§ THE PROBLEM:
Please write out each entry that follows, keeping it exactly the same.

(Items from a data source)

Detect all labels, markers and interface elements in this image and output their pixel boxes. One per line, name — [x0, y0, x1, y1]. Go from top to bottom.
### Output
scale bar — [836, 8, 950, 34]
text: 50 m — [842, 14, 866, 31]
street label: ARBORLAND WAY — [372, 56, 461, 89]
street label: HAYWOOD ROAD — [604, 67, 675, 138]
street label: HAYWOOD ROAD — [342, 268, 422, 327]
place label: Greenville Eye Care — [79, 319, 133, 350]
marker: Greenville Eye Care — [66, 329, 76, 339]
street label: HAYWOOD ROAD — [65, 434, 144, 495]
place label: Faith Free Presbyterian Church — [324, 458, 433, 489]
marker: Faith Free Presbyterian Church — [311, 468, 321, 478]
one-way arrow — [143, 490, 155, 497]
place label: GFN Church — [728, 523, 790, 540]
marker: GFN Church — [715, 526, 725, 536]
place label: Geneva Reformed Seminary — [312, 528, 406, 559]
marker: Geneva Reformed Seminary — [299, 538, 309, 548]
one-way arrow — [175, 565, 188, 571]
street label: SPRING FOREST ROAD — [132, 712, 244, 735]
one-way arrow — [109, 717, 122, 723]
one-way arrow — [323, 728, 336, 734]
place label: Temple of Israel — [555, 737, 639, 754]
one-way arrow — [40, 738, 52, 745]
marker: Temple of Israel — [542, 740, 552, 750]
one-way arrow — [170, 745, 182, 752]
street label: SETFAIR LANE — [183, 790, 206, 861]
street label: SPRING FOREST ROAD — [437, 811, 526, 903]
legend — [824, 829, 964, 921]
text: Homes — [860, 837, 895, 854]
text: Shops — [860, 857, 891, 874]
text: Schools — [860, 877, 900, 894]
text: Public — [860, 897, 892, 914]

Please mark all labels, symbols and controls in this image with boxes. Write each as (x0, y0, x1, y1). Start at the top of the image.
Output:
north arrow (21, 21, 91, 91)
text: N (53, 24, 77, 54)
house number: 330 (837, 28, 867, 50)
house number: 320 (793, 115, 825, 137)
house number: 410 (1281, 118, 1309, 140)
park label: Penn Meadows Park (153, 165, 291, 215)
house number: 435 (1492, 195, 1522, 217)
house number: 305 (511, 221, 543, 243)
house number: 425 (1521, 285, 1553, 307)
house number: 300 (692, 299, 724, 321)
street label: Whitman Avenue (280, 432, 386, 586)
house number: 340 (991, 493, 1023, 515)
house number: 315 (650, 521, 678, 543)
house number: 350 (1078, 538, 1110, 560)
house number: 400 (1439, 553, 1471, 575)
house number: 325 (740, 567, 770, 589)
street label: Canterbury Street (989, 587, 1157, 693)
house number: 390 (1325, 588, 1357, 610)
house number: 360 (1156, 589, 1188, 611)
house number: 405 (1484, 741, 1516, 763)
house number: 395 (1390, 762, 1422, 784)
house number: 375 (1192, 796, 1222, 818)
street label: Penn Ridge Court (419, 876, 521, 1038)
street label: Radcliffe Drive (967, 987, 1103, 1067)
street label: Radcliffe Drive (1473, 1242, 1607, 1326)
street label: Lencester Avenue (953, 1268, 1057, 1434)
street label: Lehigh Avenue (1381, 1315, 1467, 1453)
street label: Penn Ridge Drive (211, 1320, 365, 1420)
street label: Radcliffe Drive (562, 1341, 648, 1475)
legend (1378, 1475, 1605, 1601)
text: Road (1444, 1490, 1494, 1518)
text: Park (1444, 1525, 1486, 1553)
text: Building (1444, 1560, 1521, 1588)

§ ANSWER SECTION:
Detect all labels, markers and interface elements in this image and output their pixel boxes. One per line, name — [x0, y0, x1, y1]. Go from top to bottom.
### Output
scale bar — [836, 8, 950, 34]
text: 50 m — [842, 14, 866, 31]
street label: ARBORLAND WAY — [372, 56, 461, 89]
street label: HAYWOOD ROAD — [604, 67, 675, 138]
street label: HAYWOOD ROAD — [342, 268, 422, 327]
place label: Greenville Eye Care — [79, 319, 133, 350]
marker: Greenville Eye Care — [66, 329, 76, 339]
street label: HAYWOOD ROAD — [65, 434, 144, 495]
place label: Faith Free Presbyterian Church — [324, 458, 433, 489]
marker: Faith Free Presbyterian Church — [311, 468, 321, 478]
one-way arrow — [143, 490, 155, 497]
place label: GFN Church — [728, 523, 790, 540]
marker: GFN Church — [715, 526, 725, 536]
place label: Geneva Reformed Seminary — [312, 528, 406, 559]
marker: Geneva Reformed Seminary — [299, 538, 309, 548]
one-way arrow — [175, 565, 188, 571]
street label: SPRING FOREST ROAD — [132, 712, 244, 735]
one-way arrow — [109, 717, 122, 723]
one-way arrow — [323, 728, 336, 734]
place label: Temple of Israel — [555, 737, 639, 754]
one-way arrow — [40, 738, 52, 745]
marker: Temple of Israel — [542, 740, 552, 750]
one-way arrow — [170, 745, 182, 752]
street label: SETFAIR LANE — [183, 790, 206, 861]
street label: SPRING FOREST ROAD — [437, 811, 526, 903]
legend — [824, 829, 964, 921]
text: Homes — [860, 837, 895, 854]
text: Shops — [860, 857, 891, 874]
text: Schools — [860, 877, 900, 894]
text: Public — [860, 897, 892, 914]

Please mark all labels, symbols and controls in this image with boxes. Write each as (x0, y0, x1, y1). Start at the top of the image.
Output:
north arrow (21, 21, 91, 91)
text: N (53, 24, 77, 54)
house number: 330 (837, 28, 867, 50)
house number: 320 (793, 115, 825, 137)
house number: 410 (1281, 118, 1309, 140)
park label: Penn Meadows Park (153, 165, 291, 215)
house number: 435 (1492, 195, 1522, 217)
house number: 305 (511, 221, 543, 243)
house number: 425 (1521, 285, 1553, 307)
house number: 300 (692, 299, 724, 321)
street label: Whitman Avenue (280, 432, 386, 586)
house number: 340 (991, 493, 1023, 515)
house number: 315 (650, 521, 678, 543)
house number: 350 (1078, 538, 1110, 560)
house number: 400 (1439, 553, 1471, 575)
house number: 325 (740, 567, 770, 589)
street label: Canterbury Street (989, 587, 1157, 693)
house number: 390 (1325, 588, 1357, 610)
house number: 360 (1156, 589, 1188, 611)
house number: 405 (1484, 741, 1516, 763)
house number: 395 (1390, 762, 1422, 784)
house number: 375 (1192, 796, 1222, 818)
street label: Penn Ridge Court (419, 876, 521, 1038)
street label: Radcliffe Drive (967, 987, 1103, 1067)
street label: Radcliffe Drive (1473, 1242, 1607, 1326)
street label: Lencester Avenue (953, 1268, 1057, 1434)
street label: Lehigh Avenue (1381, 1315, 1467, 1453)
street label: Penn Ridge Drive (211, 1320, 365, 1420)
street label: Radcliffe Drive (562, 1341, 648, 1475)
legend (1378, 1475, 1605, 1601)
text: Road (1444, 1490, 1494, 1518)
text: Park (1444, 1525, 1486, 1553)
text: Building (1444, 1560, 1521, 1588)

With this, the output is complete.